- [Problem requirements]: In the records, find each line where "Math" occurs, and copy it.

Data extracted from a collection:
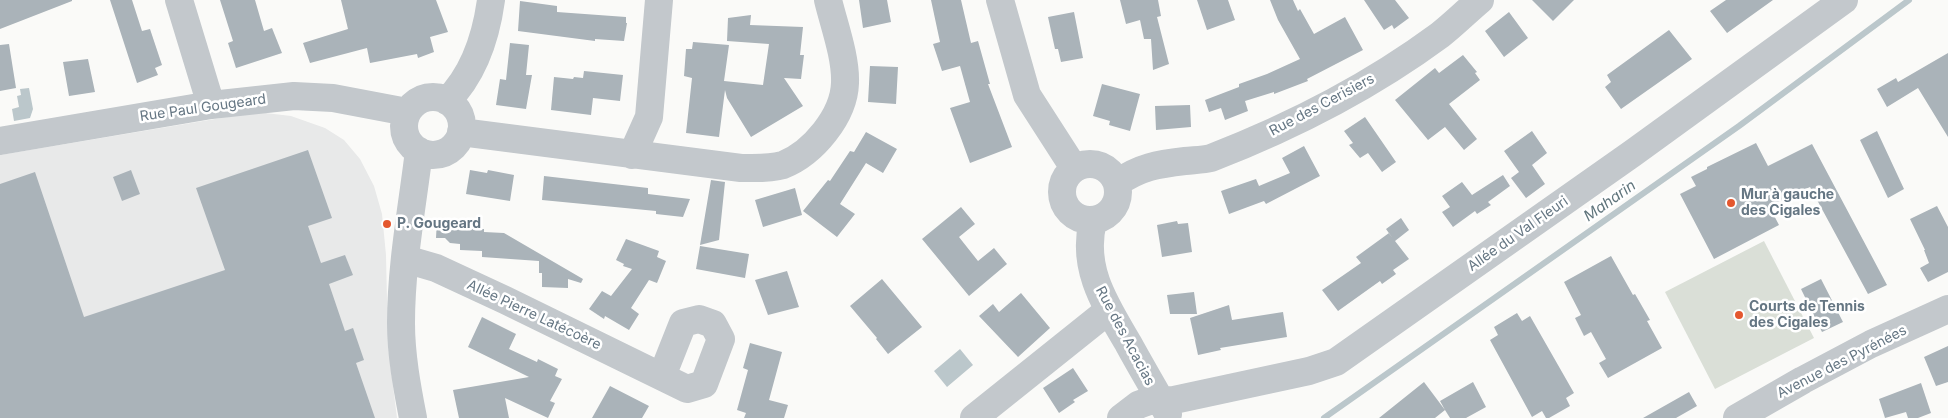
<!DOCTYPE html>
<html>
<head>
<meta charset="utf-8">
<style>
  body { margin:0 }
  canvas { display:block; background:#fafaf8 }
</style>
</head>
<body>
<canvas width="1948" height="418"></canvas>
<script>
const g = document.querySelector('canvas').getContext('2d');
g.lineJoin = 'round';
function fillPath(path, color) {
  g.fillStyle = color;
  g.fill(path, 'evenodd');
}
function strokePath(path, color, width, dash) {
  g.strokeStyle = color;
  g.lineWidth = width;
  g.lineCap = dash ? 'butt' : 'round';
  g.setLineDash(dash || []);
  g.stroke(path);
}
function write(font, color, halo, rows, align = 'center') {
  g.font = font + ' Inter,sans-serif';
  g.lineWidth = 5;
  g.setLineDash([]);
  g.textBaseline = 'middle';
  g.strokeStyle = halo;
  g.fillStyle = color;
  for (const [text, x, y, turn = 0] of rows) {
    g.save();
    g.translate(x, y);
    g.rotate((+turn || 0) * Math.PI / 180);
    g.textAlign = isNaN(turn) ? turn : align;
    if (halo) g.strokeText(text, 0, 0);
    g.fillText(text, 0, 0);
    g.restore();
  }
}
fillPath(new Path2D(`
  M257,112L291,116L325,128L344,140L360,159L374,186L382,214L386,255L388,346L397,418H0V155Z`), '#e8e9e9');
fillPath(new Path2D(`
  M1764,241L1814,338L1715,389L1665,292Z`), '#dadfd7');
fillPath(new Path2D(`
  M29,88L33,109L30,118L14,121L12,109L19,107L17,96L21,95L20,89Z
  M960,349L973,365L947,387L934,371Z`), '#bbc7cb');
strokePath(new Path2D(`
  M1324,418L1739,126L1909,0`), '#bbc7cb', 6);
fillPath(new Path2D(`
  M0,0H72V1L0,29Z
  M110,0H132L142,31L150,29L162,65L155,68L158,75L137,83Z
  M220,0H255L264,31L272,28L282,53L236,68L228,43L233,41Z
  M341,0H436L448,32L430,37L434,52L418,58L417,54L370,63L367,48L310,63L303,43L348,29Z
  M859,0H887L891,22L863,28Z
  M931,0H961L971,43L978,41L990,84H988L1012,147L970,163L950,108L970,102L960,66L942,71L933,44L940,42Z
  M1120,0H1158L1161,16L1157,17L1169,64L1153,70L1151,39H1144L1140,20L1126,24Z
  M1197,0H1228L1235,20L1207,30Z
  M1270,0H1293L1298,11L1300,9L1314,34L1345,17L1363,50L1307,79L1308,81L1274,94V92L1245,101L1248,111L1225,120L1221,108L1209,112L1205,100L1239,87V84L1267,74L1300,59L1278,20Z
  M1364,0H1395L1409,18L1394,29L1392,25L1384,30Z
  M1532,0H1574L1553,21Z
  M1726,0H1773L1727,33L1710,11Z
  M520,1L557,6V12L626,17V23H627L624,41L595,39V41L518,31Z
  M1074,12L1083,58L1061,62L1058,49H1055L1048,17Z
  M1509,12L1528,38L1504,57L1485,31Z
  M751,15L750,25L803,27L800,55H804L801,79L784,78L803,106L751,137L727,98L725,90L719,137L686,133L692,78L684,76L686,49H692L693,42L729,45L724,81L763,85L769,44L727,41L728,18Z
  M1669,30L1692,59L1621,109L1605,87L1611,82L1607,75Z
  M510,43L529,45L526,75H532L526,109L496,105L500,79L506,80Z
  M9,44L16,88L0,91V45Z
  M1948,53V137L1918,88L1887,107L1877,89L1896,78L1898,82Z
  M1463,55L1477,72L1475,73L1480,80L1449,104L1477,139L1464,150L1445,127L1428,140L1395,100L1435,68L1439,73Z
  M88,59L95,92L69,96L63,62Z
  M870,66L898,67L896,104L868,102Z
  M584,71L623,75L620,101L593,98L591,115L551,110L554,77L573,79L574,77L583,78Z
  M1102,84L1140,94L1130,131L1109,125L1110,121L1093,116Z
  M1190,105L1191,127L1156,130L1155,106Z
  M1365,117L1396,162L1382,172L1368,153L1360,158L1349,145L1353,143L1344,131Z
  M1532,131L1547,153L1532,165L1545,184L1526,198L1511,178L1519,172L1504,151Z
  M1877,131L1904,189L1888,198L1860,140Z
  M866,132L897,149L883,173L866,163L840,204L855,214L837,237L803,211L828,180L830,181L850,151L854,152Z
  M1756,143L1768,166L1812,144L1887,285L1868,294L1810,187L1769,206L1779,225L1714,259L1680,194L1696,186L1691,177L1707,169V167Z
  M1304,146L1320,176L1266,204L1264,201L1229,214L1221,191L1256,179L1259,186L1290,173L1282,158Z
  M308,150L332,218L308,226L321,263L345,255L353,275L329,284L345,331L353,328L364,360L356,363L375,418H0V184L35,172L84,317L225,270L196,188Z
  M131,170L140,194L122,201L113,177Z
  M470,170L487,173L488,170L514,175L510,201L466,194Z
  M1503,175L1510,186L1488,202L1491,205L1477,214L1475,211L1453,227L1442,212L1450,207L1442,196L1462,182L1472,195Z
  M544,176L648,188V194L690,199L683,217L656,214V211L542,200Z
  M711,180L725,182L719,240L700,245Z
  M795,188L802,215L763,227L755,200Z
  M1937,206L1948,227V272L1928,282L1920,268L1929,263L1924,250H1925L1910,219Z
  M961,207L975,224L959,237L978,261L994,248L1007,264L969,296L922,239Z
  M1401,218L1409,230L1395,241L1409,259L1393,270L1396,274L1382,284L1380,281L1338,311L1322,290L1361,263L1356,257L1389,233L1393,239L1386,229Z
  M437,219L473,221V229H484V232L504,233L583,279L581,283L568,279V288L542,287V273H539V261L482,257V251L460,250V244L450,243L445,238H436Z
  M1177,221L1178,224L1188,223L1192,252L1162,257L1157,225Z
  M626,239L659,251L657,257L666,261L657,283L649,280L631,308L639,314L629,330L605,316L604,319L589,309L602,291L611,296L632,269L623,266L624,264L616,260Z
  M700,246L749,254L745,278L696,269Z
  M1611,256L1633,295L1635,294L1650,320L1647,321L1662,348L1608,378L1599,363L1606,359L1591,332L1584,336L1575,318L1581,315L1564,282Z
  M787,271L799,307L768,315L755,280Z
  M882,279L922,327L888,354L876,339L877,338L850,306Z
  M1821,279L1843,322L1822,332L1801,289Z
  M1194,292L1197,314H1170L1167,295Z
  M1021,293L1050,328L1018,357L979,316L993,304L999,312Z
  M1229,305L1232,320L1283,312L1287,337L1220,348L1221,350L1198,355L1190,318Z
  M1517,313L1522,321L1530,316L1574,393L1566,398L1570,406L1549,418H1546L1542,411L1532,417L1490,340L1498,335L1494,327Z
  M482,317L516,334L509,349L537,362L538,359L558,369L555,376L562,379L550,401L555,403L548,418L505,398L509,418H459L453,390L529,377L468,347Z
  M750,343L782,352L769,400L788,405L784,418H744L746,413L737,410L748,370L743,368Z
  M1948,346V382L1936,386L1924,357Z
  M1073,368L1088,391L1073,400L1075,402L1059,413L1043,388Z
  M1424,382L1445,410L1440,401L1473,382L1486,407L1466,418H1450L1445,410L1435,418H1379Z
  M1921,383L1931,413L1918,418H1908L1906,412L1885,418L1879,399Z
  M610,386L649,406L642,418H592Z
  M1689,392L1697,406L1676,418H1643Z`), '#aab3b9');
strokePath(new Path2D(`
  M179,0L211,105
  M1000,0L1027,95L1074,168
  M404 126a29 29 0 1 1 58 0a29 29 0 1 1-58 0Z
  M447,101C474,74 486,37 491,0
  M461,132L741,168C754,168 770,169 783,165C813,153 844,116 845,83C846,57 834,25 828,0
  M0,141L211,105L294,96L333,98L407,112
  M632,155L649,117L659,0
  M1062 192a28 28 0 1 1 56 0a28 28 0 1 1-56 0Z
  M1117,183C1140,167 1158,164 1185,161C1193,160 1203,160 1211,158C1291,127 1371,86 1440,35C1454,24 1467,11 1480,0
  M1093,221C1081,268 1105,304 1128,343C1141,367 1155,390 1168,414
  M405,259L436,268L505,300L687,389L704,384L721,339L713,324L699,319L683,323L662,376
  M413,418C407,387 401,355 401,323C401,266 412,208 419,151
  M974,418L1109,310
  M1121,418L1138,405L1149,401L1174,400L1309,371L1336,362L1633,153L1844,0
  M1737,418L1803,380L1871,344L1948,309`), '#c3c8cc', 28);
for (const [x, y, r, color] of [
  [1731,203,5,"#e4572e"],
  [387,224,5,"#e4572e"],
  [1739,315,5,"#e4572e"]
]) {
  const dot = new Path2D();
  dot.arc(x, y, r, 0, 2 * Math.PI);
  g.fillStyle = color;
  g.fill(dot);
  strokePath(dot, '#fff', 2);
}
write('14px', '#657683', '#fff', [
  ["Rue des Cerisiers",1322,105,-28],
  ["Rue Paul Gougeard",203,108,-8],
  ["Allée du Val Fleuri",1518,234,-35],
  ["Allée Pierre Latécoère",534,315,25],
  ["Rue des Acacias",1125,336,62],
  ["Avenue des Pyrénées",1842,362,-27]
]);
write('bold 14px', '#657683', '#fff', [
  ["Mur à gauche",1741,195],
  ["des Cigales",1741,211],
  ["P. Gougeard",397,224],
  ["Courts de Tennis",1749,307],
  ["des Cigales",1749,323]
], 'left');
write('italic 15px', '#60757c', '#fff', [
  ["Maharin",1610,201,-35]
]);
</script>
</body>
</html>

- [Task response]:
    g.rotate((+turn || 0) * Math.PI / 180);
  dot.arc(x, y, r, 0, 2 * Math.PI);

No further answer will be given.